Letters on meters offer strange view

NANAIMO: Re: Debate on smart meters one-sided, Letters, Nov. 3; Columnist’s views nothing but babble, Letters, Nov. 6.

To the Editor,

Re: Debate on smart meters one-sided, Letters, Nov. 3; Columnist’s views nothing but babble, Letters, Nov. 6.

On Nov. 3, James G. Smith claimed that “promotion” regarding smart meters is all one-sided.

That’s strange, given the extensive print media coverage of opponents that I’ve seen.

Smith drags in all manner of scare cases – such as tobacco which is irrelevant, but only gives his one-sided vaguely stated conclusions.

He does not provide evidence that B.C. Hydro is hiding the truth, indeed he does not even name his areas of concern (some opponents think the economics are faulty, some are afraid of the radio signals).

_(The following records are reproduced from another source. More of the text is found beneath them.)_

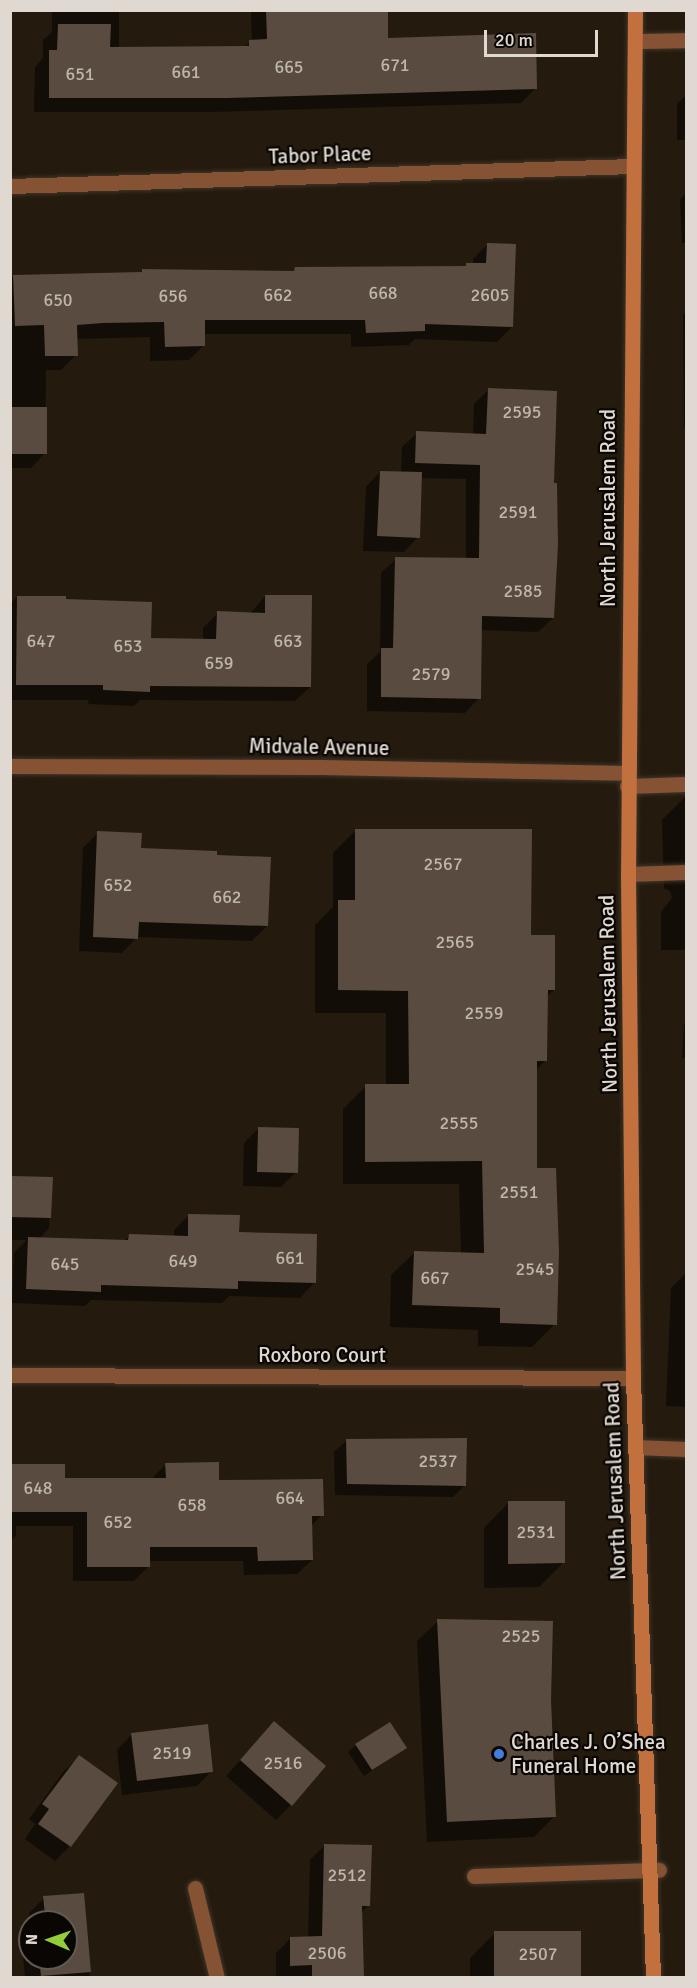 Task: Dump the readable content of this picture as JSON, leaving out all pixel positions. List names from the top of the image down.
{
  "streets": {
    "main road": ["North Jerusalem Road"],
    "street": ["Tabor Place", "Midvale Avenue", "Roxboro Court"]
  },
  "crossings": [
    ["Tabor Place", "North Jerusalem Road"],
    ["North Jerusalem Road", "Midvale Avenue"],
    ["North Jerusalem Road", "Roxboro Court"]
  ],
  "places": ["Charles J. O’Shea Funeral Home"],
  "house_numbers": [
    "671",
    "665",
    "661",
    "651",
    "668",
    "662",
    "2605",
    "656",
    "650",
    "2595",
    "2591",
    "2585",
    "647",
    "663",
    "653",
    "659",
    "2579",
    "2567",
    "652",
    "662",
    "2565",
    "2559",
    "2555",
    "2551",
    "661",
    "649",
    "645",
    "2545",
    "667",
    "2537",
    "648",
    "664",
    "658",
    "652",
    "2531",
    "2525",
    "2519",
    "2516",
    "2512",
    "2506",
    "2507"
  ],
  "scale_bar": "20 m",
  "north": "left"
} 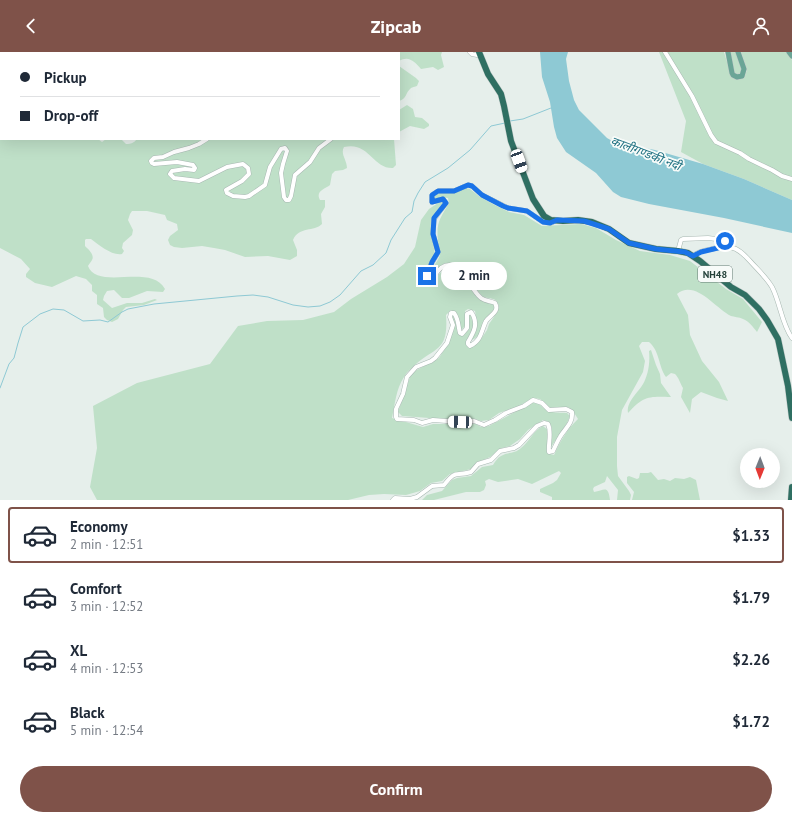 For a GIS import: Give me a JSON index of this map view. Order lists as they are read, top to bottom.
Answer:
{
  "streets": {
    "highway": ["NH48"]
  },
  "water": ["कालीगण्डकी नदी"],
  "north": "bottom",
  "page": {
    "header": "Zipcab",
    "banner": ["Pickup", "Drop-off"],
    "bubble": "2 min",
    "list": [
      {
        "name": "Economy",
        "note": "2 min · 12:51",
        "value": "$1.33"
      },
      {
        "name": "Comfort",
        "note": "3 min · 12:52",
        "value": "$1.79"
      },
      {
        "name": "XL",
        "note": "4 min · 12:53",
        "value": "$2.26"
      },
      {
        "name": "Black",
        "note": "5 min · 12:54",
        "value": "$1.72"
      }
    ],
    "buttons": "Confirm"
  }
}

Certainly the B.C. Hydro bureaucracy did not explain enough early on, but if Smith looks on its site, he’ll find a summary of its business case, and if he did adequate research on the Internet, he’d find the characteristics of its chosen meters.

Besides its low power RF emissions in the band used by WiFi, he’d see Hydro is full-featured in order to maximize savings in providing electricity service to him.

Smith talks like a conspiracy theorist, but it seems to me the simpler explanation is basic incompetence – B.C. Hydro in communicating, the RF scaremongers in understanding basic physics – they don’t even understand diminishing of field strength with distance despite the obvious fact they cannot receive distant radio stations.

On Nov. 6, A. Donaldson accused Tom Fletcher of babbling and distorted thought, then went into jargon like “Harpies.”

Even if Donaldson had one solid point, he has no credibility with his over-the-top cutesy babbling.

I suppose I should be glad they exposed their incompetence in justifying their views.